→ WORK REQUIRED:
Pick out each line of the records that includes the string "rows", and copy it.

---

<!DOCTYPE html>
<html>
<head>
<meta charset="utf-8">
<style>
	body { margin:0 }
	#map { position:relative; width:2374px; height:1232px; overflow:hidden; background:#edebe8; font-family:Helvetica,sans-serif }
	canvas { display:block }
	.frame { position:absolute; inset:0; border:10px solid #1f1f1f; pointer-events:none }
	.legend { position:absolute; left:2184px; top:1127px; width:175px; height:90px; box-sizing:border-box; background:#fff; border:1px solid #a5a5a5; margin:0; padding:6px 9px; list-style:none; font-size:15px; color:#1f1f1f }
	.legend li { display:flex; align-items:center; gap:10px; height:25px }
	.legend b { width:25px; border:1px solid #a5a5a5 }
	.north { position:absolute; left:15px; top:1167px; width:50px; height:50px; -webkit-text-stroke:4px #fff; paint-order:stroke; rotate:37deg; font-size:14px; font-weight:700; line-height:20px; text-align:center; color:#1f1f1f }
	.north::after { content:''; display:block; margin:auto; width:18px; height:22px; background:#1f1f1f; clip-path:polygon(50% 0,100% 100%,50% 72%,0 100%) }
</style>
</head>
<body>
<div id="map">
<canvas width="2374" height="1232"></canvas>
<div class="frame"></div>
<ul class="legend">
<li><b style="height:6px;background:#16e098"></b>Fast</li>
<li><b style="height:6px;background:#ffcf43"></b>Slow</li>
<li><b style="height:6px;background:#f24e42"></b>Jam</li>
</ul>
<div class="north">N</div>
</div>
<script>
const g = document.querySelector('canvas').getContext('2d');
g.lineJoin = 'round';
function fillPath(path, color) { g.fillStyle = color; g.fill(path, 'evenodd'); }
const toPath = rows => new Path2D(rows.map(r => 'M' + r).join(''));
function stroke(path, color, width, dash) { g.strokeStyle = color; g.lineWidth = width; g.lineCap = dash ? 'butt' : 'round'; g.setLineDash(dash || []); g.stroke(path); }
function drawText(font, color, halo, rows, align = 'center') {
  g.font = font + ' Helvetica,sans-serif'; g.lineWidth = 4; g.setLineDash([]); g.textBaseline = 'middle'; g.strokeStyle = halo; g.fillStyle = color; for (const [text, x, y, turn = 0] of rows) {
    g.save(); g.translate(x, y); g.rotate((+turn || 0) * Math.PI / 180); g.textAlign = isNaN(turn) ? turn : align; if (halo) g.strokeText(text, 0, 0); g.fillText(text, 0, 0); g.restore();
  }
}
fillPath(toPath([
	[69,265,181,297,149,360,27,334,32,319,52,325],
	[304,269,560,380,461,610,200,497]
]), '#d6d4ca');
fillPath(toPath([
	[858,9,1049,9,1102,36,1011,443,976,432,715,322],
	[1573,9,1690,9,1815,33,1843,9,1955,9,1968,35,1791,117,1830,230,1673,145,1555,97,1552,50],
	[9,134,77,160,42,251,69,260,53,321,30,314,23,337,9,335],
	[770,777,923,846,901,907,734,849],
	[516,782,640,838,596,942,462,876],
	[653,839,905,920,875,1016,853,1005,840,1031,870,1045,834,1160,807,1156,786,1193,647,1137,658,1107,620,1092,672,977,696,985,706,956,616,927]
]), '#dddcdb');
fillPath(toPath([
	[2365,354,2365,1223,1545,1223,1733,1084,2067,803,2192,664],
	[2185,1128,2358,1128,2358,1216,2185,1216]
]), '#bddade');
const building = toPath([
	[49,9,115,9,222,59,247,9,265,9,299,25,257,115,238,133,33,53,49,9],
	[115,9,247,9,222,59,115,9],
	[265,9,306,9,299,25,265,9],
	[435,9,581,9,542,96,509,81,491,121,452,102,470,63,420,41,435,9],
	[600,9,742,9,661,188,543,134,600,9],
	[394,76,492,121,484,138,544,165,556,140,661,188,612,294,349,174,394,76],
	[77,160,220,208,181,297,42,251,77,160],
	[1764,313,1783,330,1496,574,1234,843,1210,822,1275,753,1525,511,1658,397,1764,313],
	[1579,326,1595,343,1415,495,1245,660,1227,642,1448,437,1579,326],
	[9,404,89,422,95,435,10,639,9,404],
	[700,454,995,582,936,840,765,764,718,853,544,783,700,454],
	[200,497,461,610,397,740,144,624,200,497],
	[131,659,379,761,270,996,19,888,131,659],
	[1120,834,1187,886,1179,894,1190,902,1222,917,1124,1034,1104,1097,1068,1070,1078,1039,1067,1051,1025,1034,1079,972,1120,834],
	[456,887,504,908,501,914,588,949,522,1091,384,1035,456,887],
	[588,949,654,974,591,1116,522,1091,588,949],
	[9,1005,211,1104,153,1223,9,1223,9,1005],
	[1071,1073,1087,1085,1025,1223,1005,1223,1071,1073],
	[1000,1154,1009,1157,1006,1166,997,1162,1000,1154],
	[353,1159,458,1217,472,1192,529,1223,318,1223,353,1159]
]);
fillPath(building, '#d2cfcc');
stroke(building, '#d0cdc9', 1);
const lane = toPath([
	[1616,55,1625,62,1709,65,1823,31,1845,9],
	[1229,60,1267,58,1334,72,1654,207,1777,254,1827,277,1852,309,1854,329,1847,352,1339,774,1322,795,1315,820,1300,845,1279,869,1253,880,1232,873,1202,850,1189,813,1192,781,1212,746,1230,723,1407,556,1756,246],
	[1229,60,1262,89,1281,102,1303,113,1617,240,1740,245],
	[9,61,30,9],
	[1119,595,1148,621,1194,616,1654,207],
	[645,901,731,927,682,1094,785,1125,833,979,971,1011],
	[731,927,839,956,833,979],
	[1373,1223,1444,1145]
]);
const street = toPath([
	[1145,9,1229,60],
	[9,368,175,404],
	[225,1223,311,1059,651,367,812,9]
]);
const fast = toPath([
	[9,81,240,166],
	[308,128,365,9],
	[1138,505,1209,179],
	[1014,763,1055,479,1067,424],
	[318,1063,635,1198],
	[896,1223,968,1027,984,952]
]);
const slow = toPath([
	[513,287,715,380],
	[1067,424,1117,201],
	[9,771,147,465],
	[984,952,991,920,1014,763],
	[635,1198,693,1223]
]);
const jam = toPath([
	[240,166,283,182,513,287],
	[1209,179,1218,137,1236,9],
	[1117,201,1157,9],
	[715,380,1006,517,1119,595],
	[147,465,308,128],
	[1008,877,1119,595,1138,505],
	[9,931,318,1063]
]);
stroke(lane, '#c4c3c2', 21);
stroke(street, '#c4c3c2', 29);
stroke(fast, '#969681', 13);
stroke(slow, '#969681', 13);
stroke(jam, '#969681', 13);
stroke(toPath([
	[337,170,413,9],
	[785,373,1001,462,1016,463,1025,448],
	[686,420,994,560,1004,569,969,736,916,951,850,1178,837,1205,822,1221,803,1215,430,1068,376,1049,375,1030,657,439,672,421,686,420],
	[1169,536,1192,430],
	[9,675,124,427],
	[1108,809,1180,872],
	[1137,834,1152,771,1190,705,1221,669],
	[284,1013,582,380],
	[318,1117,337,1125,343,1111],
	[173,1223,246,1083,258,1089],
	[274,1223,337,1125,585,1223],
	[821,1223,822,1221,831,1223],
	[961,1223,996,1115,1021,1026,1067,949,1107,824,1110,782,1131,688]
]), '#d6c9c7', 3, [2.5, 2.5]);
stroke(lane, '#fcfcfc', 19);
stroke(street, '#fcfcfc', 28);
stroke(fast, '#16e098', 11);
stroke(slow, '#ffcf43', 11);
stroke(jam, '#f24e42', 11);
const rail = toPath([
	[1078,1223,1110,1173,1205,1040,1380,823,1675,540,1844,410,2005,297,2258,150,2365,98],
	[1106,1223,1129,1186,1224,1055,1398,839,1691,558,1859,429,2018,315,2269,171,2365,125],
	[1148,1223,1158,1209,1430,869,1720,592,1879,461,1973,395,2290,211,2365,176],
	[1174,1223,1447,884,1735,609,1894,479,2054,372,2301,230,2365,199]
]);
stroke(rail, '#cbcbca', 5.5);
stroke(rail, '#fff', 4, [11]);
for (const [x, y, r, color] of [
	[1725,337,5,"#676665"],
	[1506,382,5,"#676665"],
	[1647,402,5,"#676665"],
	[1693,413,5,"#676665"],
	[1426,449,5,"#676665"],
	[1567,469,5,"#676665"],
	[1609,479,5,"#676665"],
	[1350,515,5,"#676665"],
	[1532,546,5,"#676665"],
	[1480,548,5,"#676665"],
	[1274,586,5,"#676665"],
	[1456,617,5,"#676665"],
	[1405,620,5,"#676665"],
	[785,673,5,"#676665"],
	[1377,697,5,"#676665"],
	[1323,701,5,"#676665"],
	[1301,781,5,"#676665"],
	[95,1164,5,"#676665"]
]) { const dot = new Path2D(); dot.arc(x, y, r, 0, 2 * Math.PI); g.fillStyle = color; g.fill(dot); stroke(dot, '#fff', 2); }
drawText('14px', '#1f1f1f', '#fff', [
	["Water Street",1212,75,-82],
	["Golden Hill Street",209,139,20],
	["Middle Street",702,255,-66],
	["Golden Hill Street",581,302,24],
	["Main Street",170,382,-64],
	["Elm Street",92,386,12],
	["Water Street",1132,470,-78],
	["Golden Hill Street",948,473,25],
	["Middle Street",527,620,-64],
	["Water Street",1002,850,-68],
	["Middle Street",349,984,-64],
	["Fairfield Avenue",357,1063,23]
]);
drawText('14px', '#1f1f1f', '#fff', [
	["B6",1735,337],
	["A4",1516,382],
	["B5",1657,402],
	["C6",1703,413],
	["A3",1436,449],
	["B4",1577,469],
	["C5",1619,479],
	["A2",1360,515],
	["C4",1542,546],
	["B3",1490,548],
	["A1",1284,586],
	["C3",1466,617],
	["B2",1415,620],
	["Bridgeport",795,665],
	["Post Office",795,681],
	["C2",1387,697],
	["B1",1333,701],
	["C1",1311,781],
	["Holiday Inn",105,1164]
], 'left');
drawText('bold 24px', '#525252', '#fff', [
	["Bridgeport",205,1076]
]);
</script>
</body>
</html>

---

→ EXERCISE SOLUTION:
const toPath = rows => new Path2D(rows.map(r => 'M' + r).join(''));
function drawText(font, color, halo, rows, align = 'center') {
  g.font = font + ' Helvetica,sans-serif'; g.lineWidth = 4; g.setLineDash([]); g.textBaseline = 'middle'; g.strokeStyle = halo; g.fillStyle = color; for (const [text, x, y, turn = 0] of rows) {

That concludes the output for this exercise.